Er warf Anne Will, bevor sie ging, einen auffordernden Blick zu. Sie sollte etwas sagen, ihn unterstützen. Ein Satz wie: »Ich habe kein Geheimnis vor dem Kollegen Huberkran« hätte ihm jetzt gutgetan, oder besser noch ein: »Wenn er geht, gehe ich auch.«
Aber Anne Will sagte gar nichts, sie sah stattdessen zum Wohnzimmerfenster, wo Ann Kathrins Rosen ihre Köpfe unbeeindruckt vom Weltgeschehen der Sonne entgegenreckten.
Als die beiden Frauen endlich alleine im Zimmer waren, setzte Ann Kathrin sich näher zu Anne Will.
»Sagen Sie mir die Wahrheit. Was war mein Vater für ein Mensch? Ich komme mir langsam vor, als hätte ich ihn gar nicht gekannt.«
»Sie wollen von mir wissen, ob er einer von den Guten war oder ob er das Lager gewechselt hat, stimmt’s?«
Verblüfft über die direkte Sprache schwieg Ann Kathrin und nickte nur vorsichtig.
»Er war ein Jäger.

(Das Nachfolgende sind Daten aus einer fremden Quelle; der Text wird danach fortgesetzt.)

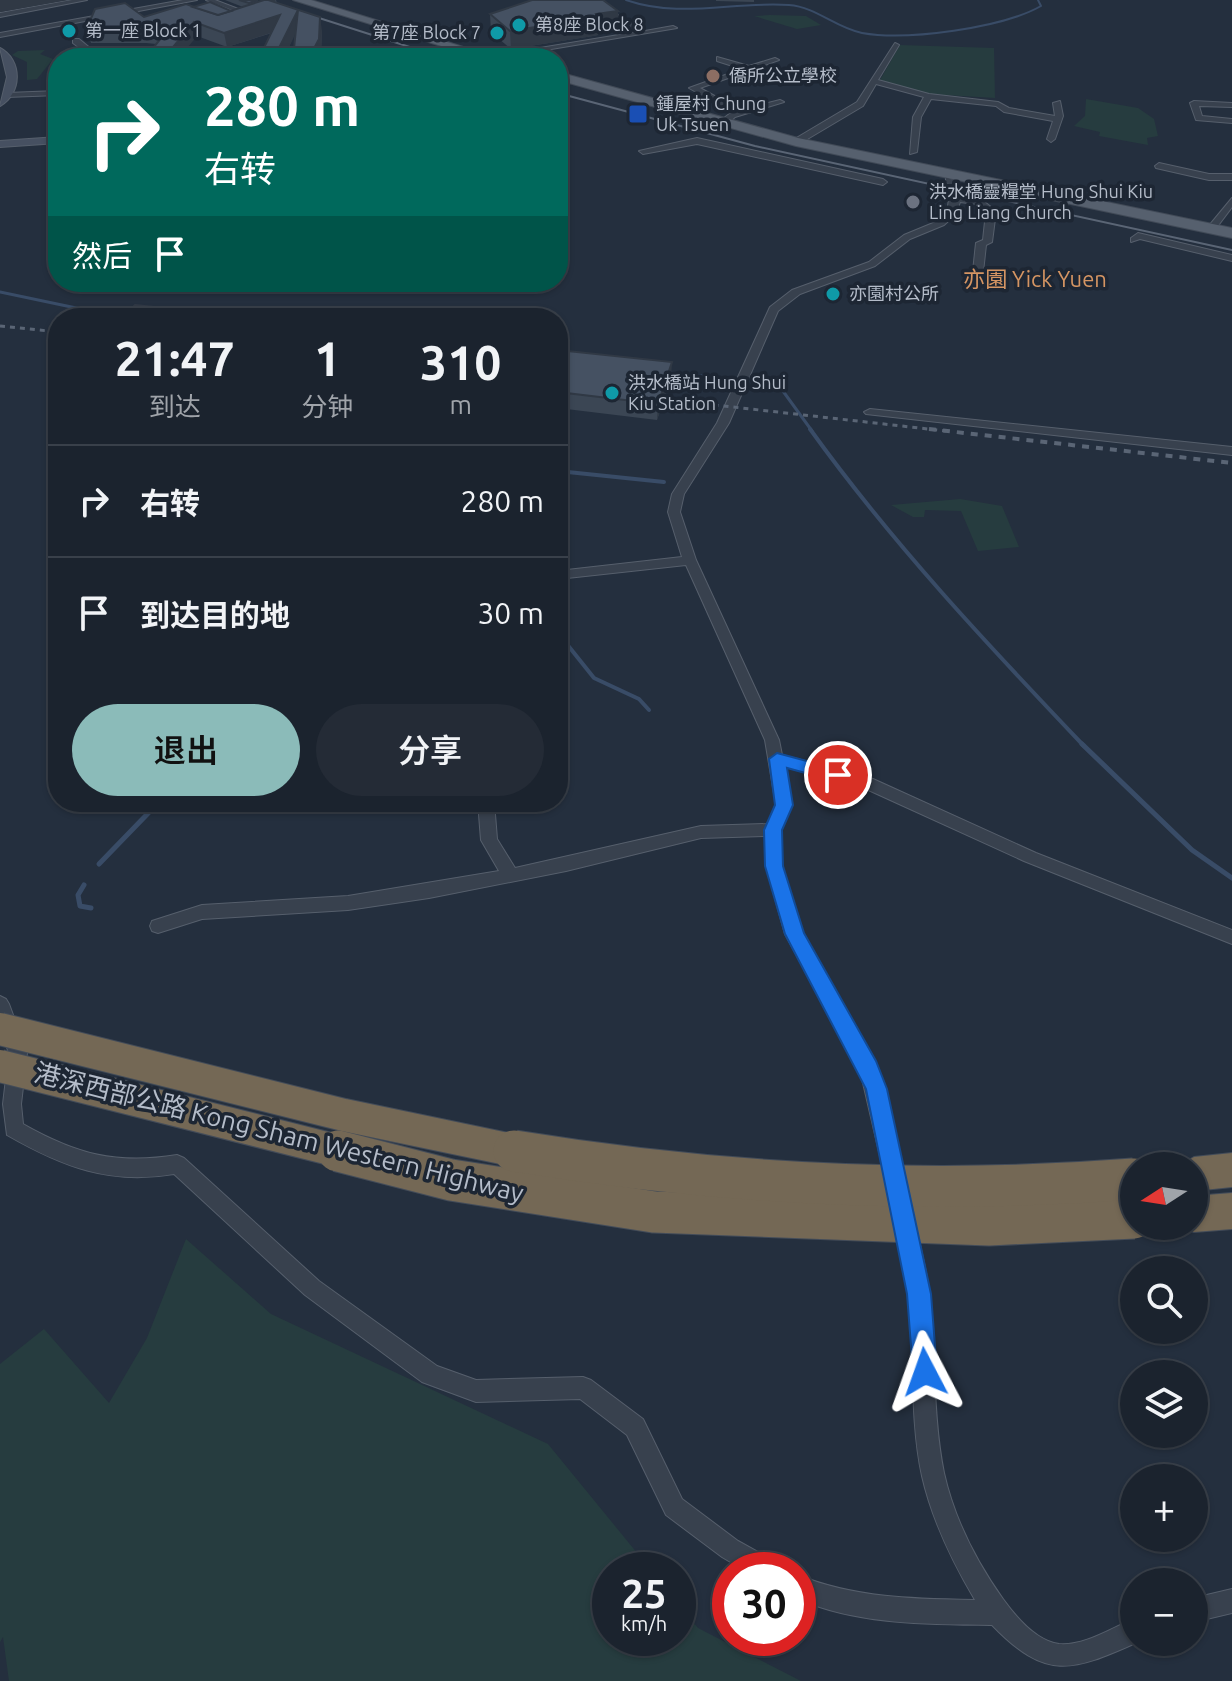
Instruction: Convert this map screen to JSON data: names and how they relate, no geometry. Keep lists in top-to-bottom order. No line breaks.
{"streets":{"highway":["港深西部公路 Kong Sham Western Highway"]},"districts":["亦園 Yick Yuen"],"places":{"other":["第8座 Block 8","第一座 Block 1","第7座 Block 7","僑所公立學校","洪水橋靈糧堂 Hung Shui Kiu Ling Liang Church","亦園村公所","洪水橋站 Hung Shui Kiu Station"],"transit":["鍾屋村 Chung Uk Tsuen"]},"north":"left","page":{"turn":["280 m","右转"],"then":"然后","eta":["21:47","到达","1","分钟","310","m"],"list":[{"name":"右转","value":"280 m"},{"name":"到达目的地","value":"30 m"}],"buttons":["退出","分享"],"map_buttons":["+","−"],"speed":"25 km/h","limit":"30"}}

Eine danteske Persönlichkeit.«
»Eine was … «
Anne Will hob die Hände zur Erklärung: »Er deutete wie Dante aus dem Persönlichen das gesamte Schicksal der Menschheit.«
Dem stimmte Ann Kathrin zu.
»Also, er war für mich ein leidenschaftlicher Kriminalist, aber das alles hatte auch etwas Schreckliches an sich, so ein Getriebensein. Er hielt es nicht aus, Fälle nicht zu lösen. Jeden Schwerkriminellen,
der frei und unbehelligt herumlief, empfand er als einen Vorwurf gegen sich selbst. Er war in der Bekämpfung des Menschenhandels eingesetzt. Er hätte alles getan, um Stenger für immer hinter Gitter zu kriegen und seine Organisation zu zerschlagen.«
Ann Kathrin schüttelte sich. Für sie hatte Anne Will sich verraten. Die Wahrheit lag in dem Wort »dantesk« begraben. Ann Kathrin kannte Dantes »Göttliche Komödie«, seine abenteuerliche Reise durch himmlische und höllische Welten hatte sie als Jugendliche erschreckt. War ihr Vater so ein Wanderer zwischen Hölle und Paradies?
Ann Kathrin erkannte ihre eigene Stimme nicht, als sie sprach: »Aber Sie haben behauptet, ein Teil von ihm hätte diese Kriminellen bewundert.«
»Ja, das ist bei allen Jägern so. Ihr Vater war da besonders extrem.«
»Bitte?«
»Ihr Vater hat dieses Gefühl in sich besonders gehasst und unterdrückt. Es hat ihn fast zerrissen. Er musste sich ständig beweisen, dass er einer von den guten Jungs war, indem er die Bösen gnadenlos verfolgt hat. Gnadenlos vor allen Dingen gegen sich selbst.«
»Warum sind die Ermittlungsakten gegen Stenger verschwunden?«
Anne Will stand auf. Zwischen ihren Oberschenkeln knisterte Nylon. Sie fuhr sich mit der Hand übers Gesicht, wie es Ann Kathrins Erfahrung nach Menschen machten, die etwas zu verbergen hatten oder um Fassung rangen.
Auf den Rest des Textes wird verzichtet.